Checkpoint Retention¶
Old checkpoints can be automatically cleaned up to save disk space:
# Keep only the last 20 checkpoints
checkpoint_system.clean_old_checkpoints(keep_last_n=20)
Error Handling¶
The checkpoint system includes robust error handling:
Save failures: Logged as warnings but don’t interrupt simulation
Load failures: Return
Noneif checkpoint can’t be loadedMissing checkpoints: Handled gracefully with appropriate warnings
Performance Considerations¶
Disk space: Each checkpoint can be several MB to GB depending on simulation size
Save time: Checkpoint saves are typically fast (<1 second) but may increase with simulation complexity
Frequency trade-off: More frequent checkpoints provide better recovery granularity but use more disk space
Future Enhancements¶
Potential improvements to the checkpoint system:
Incremental checkpoints: Save only changes since last checkpoint
Compression: Compress checkpoint files to save disk space
Cloud storage: Support for saving checkpoints to S3/cloud storage
Parallel checkpointing: Save checkpoints in background thread
Checkpoint validation: Verify checkpoint integrity on save/load
Selective state: Configure which parts of state to include in checkpoints
Technical Details¶
Serialization¶
The checkpoint system uses Python’s pickle module for serialization with the highest protocol version for best performance.
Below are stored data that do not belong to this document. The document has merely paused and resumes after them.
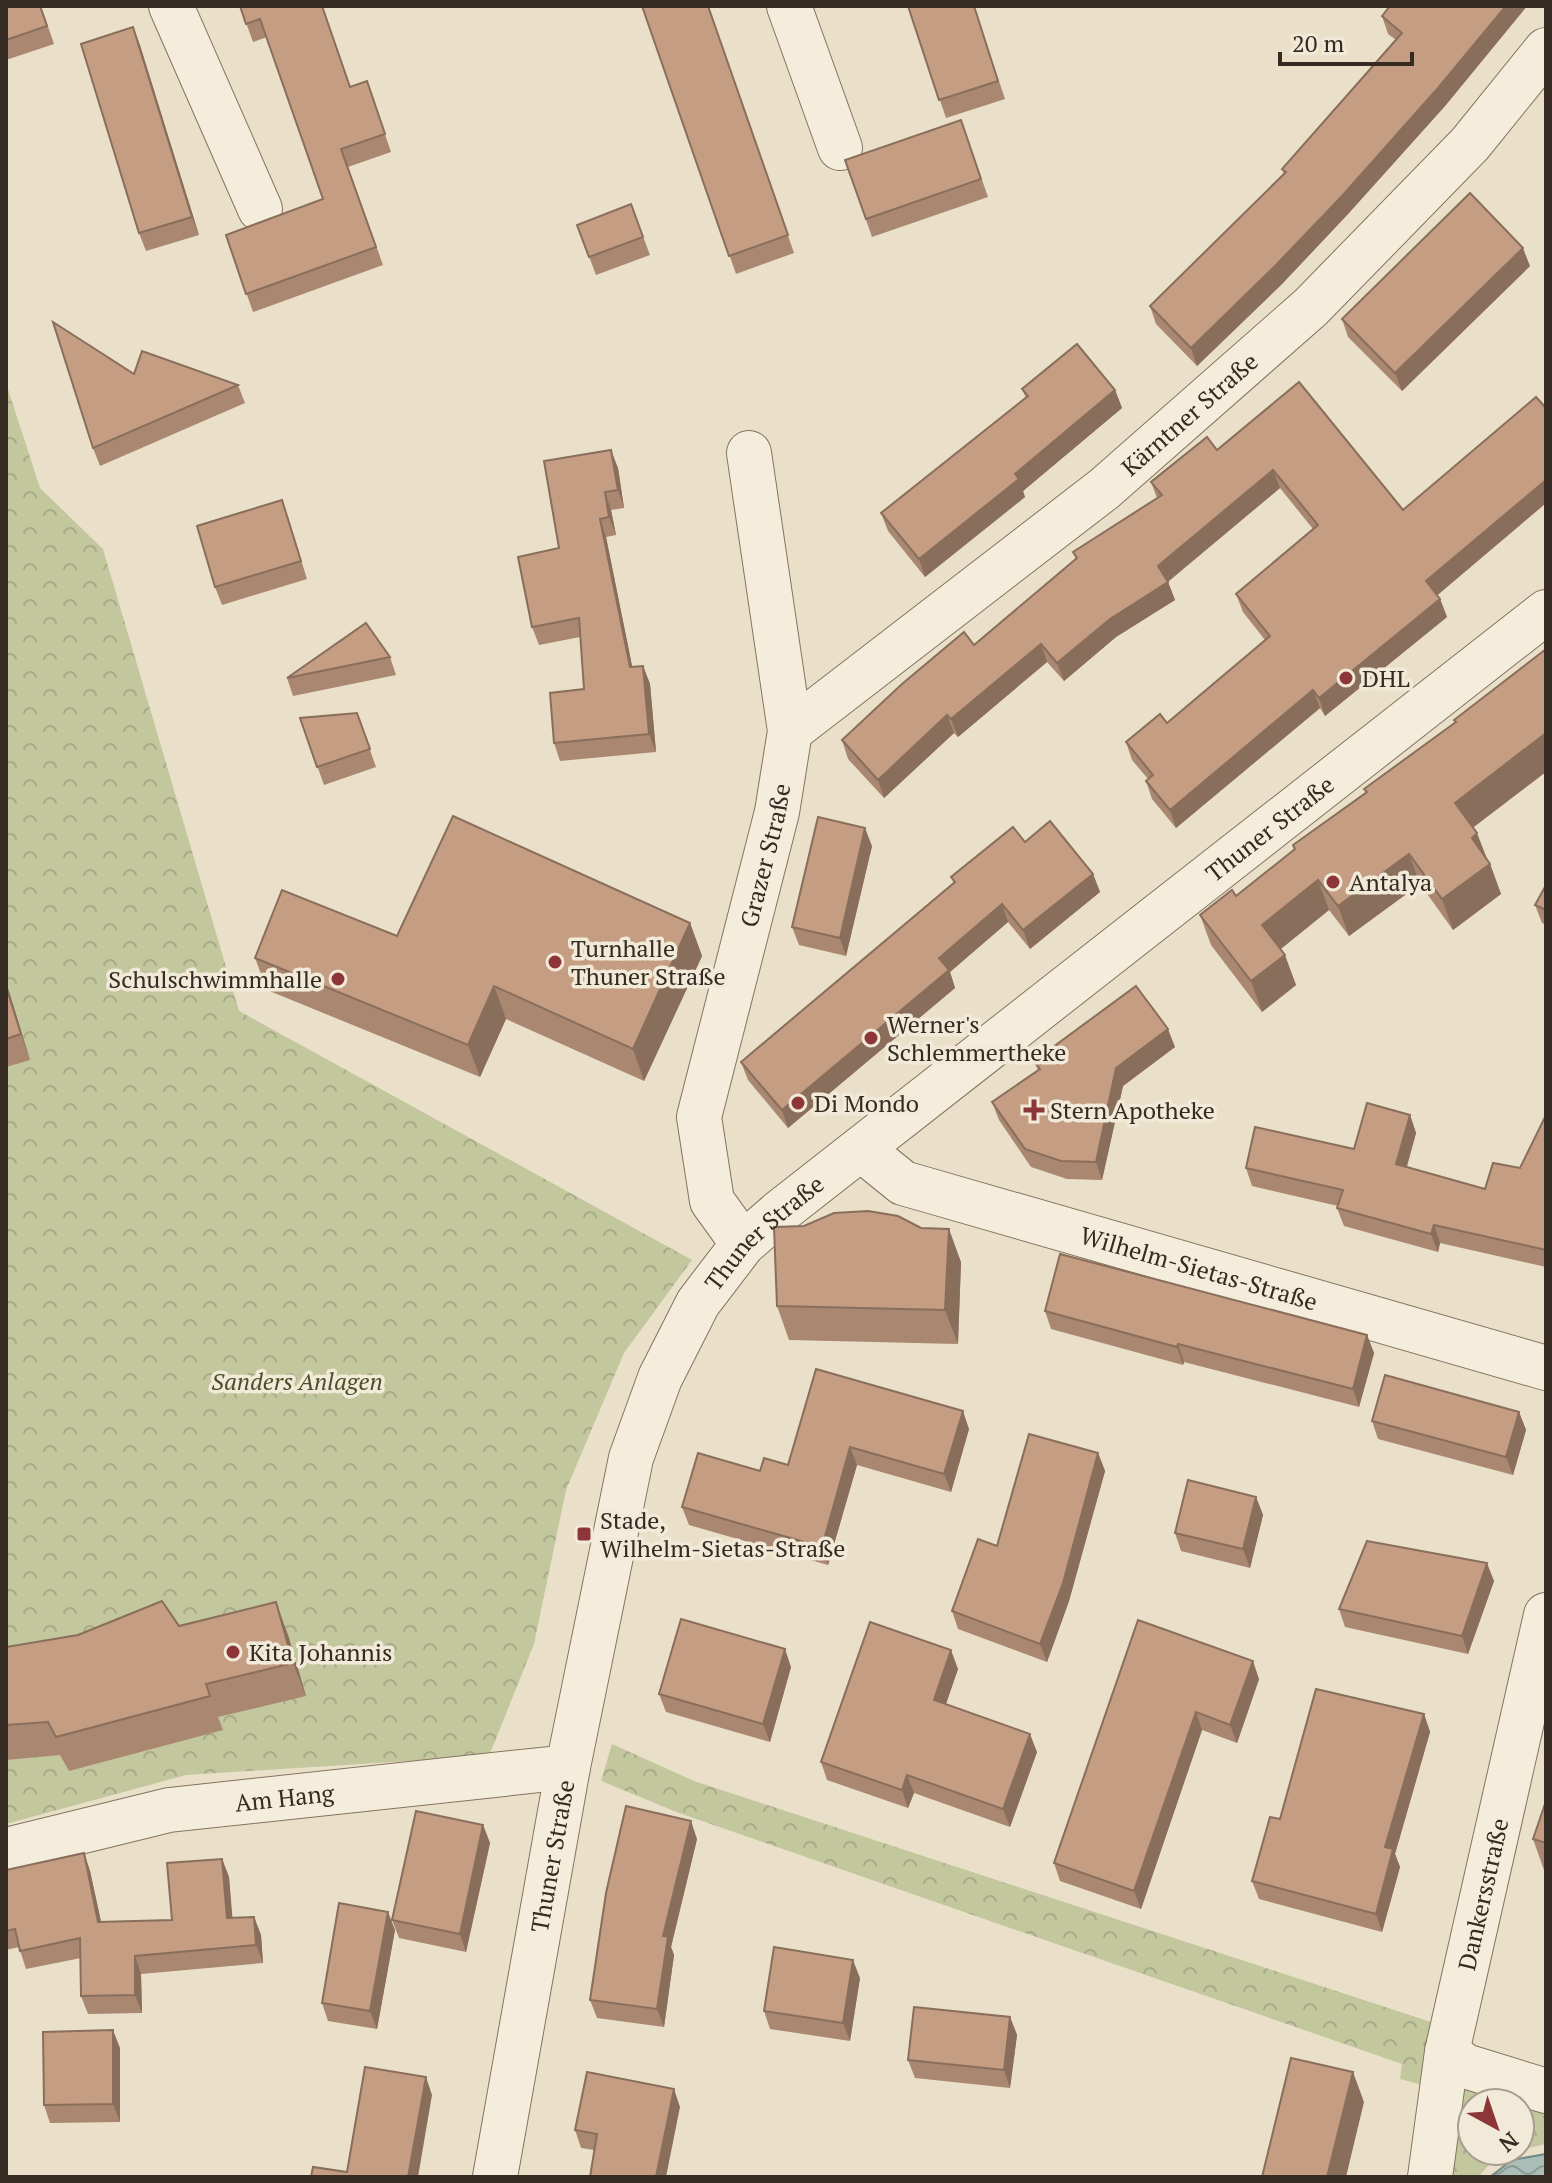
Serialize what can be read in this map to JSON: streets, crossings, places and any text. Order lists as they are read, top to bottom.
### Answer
{
  "streets": {
    "street": [
      "Kärntner Straße",
      "Thuner Straße",
      "Grazer Straße",
      "Wilhelm-Sietas-Straße",
      "Am Hang",
      "Dankersstraße"
    ]
  },
  "crossings": [
    ["Kärntner Straße", "Grazer Straße"],
    ["Thuner Straße", "Grazer Straße"],
    ["Thuner Straße", "Wilhelm-Sietas-Straße"],
    ["Thuner Straße", "Am Hang"]
  ],
  "parks": ["Sanders Anlagen"],
  "places": {
    "other": [
      "DHL",
      "Antalya",
      "Turnhalle Thuner Straße",
      "Schulschwimmhalle",
      "Werner's Schlemmertheke",
      "Di Mondo",
      "Kita Johannis"
    ],
    "health": ["Stern Apotheke"],
    "transit": ["Stade, Wilhelm-Sietas-Straße"]
  },
  "scale_bar": "20 m",
  "north": "bottom right"
}
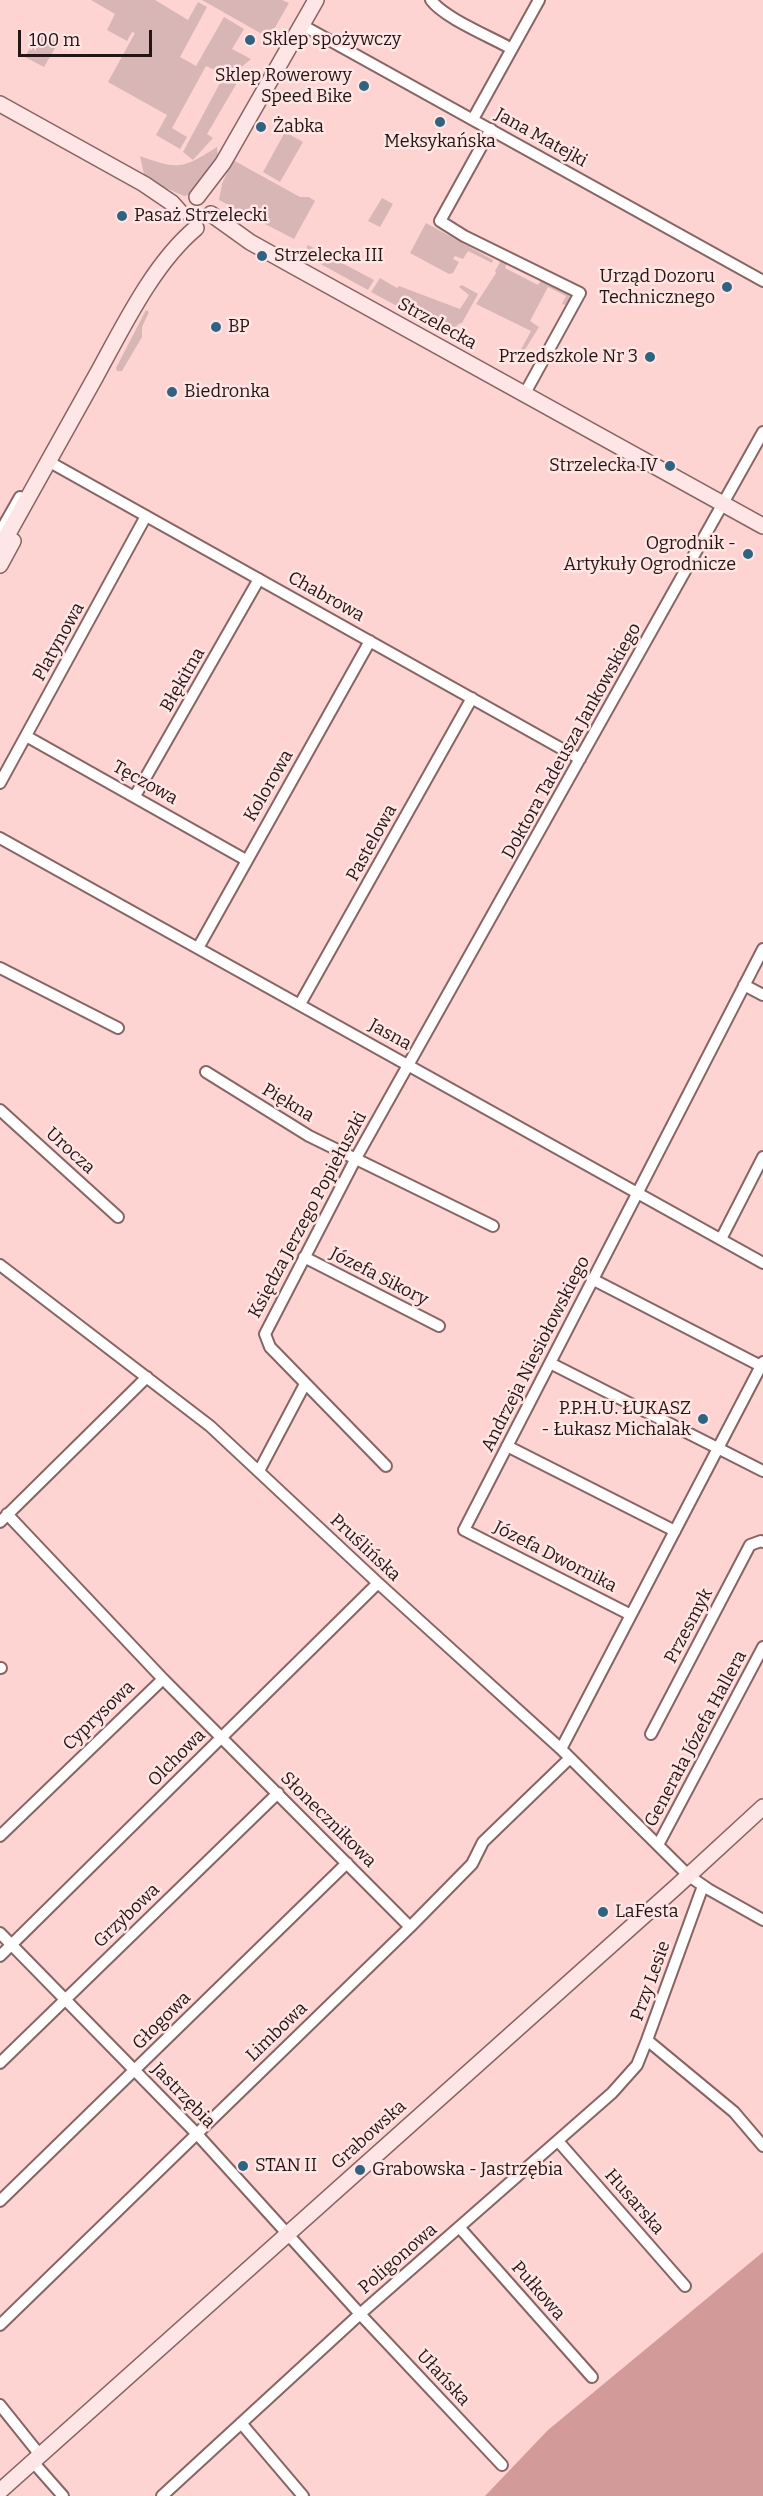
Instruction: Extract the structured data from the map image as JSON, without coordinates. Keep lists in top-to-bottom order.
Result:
{
  "streets": {
    "street": [
      "Jana Matejki",
      "Strzelecka",
      "Chabrowa",
      "Platynowa",
      "Błękitna",
      "Doktora Tadeusza Jankowskiego",
      "Tęczowa",
      "Kolorowa",
      "Pastelowa",
      "Jasna",
      "Piękna",
      "Urocza",
      "Księdza Jerzego Popiełuszki",
      "Józefa Sikory",
      "Andrzeja Niesiołowskiego",
      "Pruślińska",
      "Józefa Dwornika",
      "Przesmyk",
      "Cyprysowa",
      "Generała Józefa Hallera",
      "Olchowa",
      "Słonecznikowa",
      "Grzybowa",
      "Przy Lesie",
      "Głogowa",
      "Limbowa",
      "Jastrzębia",
      "Grabowska",
      "Husarska",
      "Poligonowa",
      "Pułkowa",
      "Ułańska"
    ]
  },
  "crossings": [
    ["Strzelecka", "Doktora Tadeusza Jankowskiego"],
    ["Chabrowa", "Platynowa"],
    ["Chabrowa", "Błękitna"],
    ["Chabrowa", "Doktora Tadeusza Jankowskiego"],
    ["Chabrowa", "Kolorowa"],
    ["Chabrowa", "Pastelowa"],
    ["Platynowa", "Tęczowa"],
    ["Błękitna", "Tęczowa"],
    ["Doktora Tadeusza Jankowskiego", "Jasna"],
    ["Doktora Tadeusza Jankowskiego", "Księdza Jerzego Popiełuszki"],
    ["Tęczowa", "Kolorowa"],
    ["Kolorowa", "Jasna"],
    ["Pastelowa", "Jasna"],
    ["Jasna", "Księdza Jerzego Popiełuszki"],
    ["Jasna", "Andrzeja Niesiołowskiego"],
    ["Piękna", "Księdza Jerzego Popiełuszki"],
    ["Księdza Jerzego Popiełuszki", "Józefa Sikory"],
    ["Andrzeja Niesiołowskiego", "Józefa Dwornika"],
    ["Pruślińska", "Generała Józefa Hallera"],
    ["Pruślińska", "Olchowa"],
    ["Pruślińska", "Przy Lesie"],
    ["Pruślińska", "Limbowa"],
    ["Pruślińska", "Grabowska"],
    ["Cyprysowa", "Olchowa"],
    ["Cyprysowa", "Słonecznikowa"],
    ["Olchowa", "Słonecznikowa"],
    ["Olchowa", "Jastrzębia"],
    ["Słonecznikowa", "Grzybowa"],
    ["Słonecznikowa", "Głogowa"],
    ["Słonecznikowa", "Limbowa"],
    ["Grzybowa", "Jastrzębia"],
    ["Przy Lesie", "Poligonowa"],
    ["Głogowa", "Jastrzębia"],
    ["Limbowa", "Jastrzębia"],
    ["Jastrzębia", "Grabowska"],
    ["Jastrzębia", "Poligonowa"],
    ["Jastrzębia", "Ułańska"],
    ["Husarska", "Poligonowa"],
    ["Poligonowa", "Pułkowa"],
    ["Poligonowa", "Ułańska"]
  ],
  "places": [
    "Sklep spożywczy",
    "Sklep Rowerowy Speed Bike",
    "Meksykańska",
    "Żabka",
    "Pasaż Strzelecki",
    "Strzelecka III",
    "Urząd Dozoru Technicznego",
    "BP",
    "Przedszkole Nr 3",
    "Biedronka",
    "Strzelecka IV",
    "Ogrodnik - Artykuły Ogrodnicze",
    "P.P.H.U. ŁUKASZ - Łukasz Michalak",
    "LaFesta",
    "STAN II",
    "Grabowska - Jastrzębia"
  ],
  "scale_bar": "100 m"
}
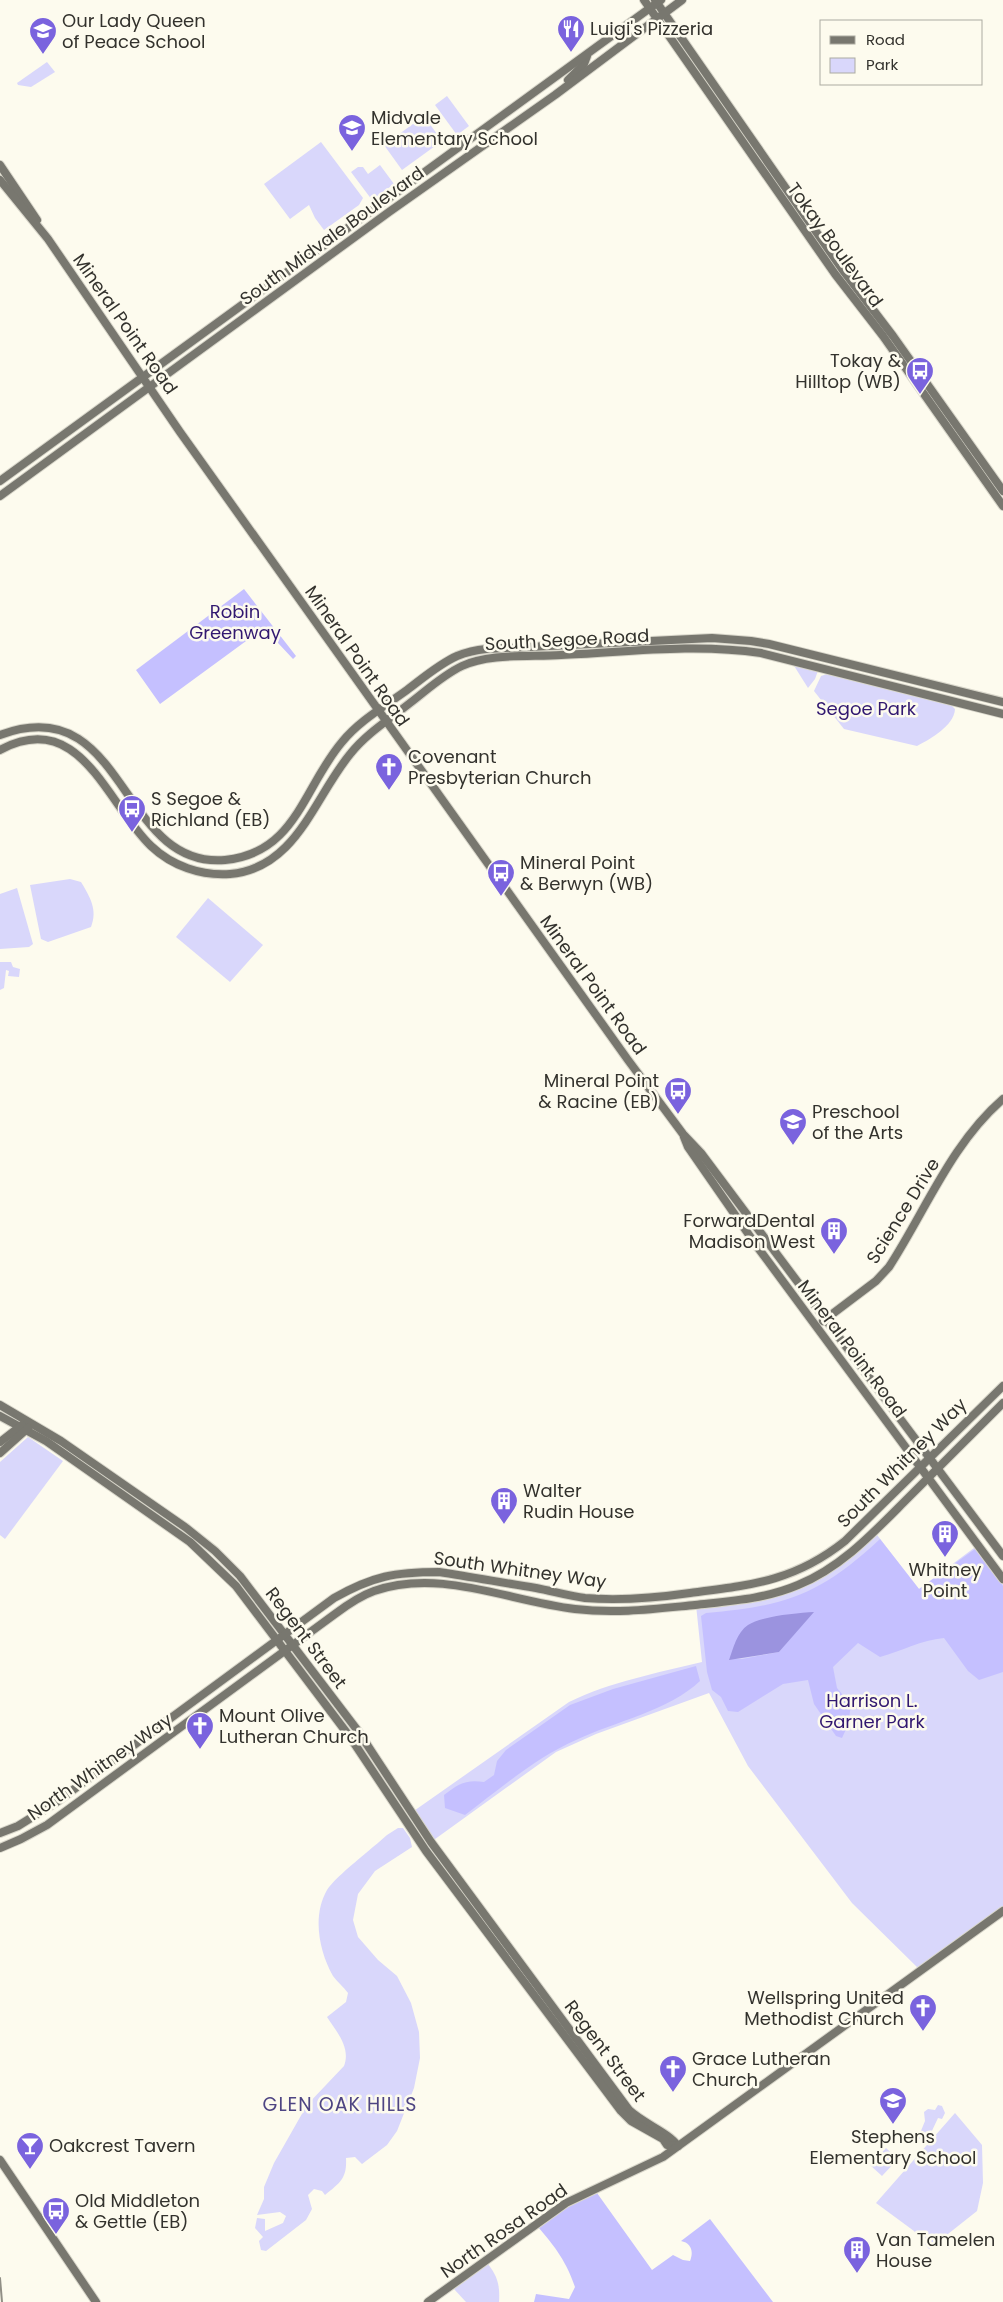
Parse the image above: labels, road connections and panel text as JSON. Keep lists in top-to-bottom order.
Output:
{
  "streets": {
    "street": [
      "South Midvale Boulevard",
      "Tokay Boulevard",
      "Mineral Point Road",
      "South Segoe Road",
      "Science Drive",
      "South Whitney Way",
      "Regent Street",
      "North Whitney Way",
      "North Rosa Road"
    ]
  },
  "crossings": [
    ["South Midvale Boulevard", "Tokay Boulevard"],
    ["South Midvale Boulevard", "Mineral Point Road"],
    ["Mineral Point Road", "South Segoe Road"],
    ["Mineral Point Road", "Science Drive"],
    ["Mineral Point Road", "South Whitney Way"],
    ["South Whitney Way", "Regent Street"],
    ["South Whitney Way", "North Whitney Way"],
    ["Regent Street", "North Whitney Way"],
    ["Regent Street", "North Rosa Road"]
  ],
  "districts": ["GLEN OAK HILLS"],
  "parks": ["Robin Greenway", "Segoe Park", "Harrison L. Garner Park"],
  "places": {
    "restaurant": ["Luigi's Pizzeria"],
    "school or university": [
      "Our Lady Queen of Peace School",
      "Midvale Elementary School",
      "Preschool of the Arts",
      "Stephens Elementary School"
    ],
    "bus stop": [
      "Tokay & Hilltop (WB)",
      "S Segoe & Richland (EB)",
      "Mineral Point & Berwyn (WB)",
      "Mineral Point & Racine (EB)",
      "Old Middleton & Gettle (EB)"
    ],
    "church": [
      "Covenant Presbyterian Church",
      "Mount Olive Lutheran Church",
      "Wellspring United Methodist Church",
      "Grace Lutheran Church"
    ],
    "building": [
      "ForwardDental Madison West",
      "Walter Rudin House",
      "Whitney Point",
      "Van Tamelen House"
    ],
    "bar": ["Oakcrest Tavern"]
  },
  "legend": ["Road", "Park"]
}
Metadata is saved as JSON for human readability.
Compatibility¶
Checkpoints include a version number to handle future changes to the checkpoint format. Currently version “1.0”.
Thread Safety¶
The current implementation is not thread-safe. If running multiple simulations in parallel, each should use a separate checkpoint directory or include a unique simulation ID.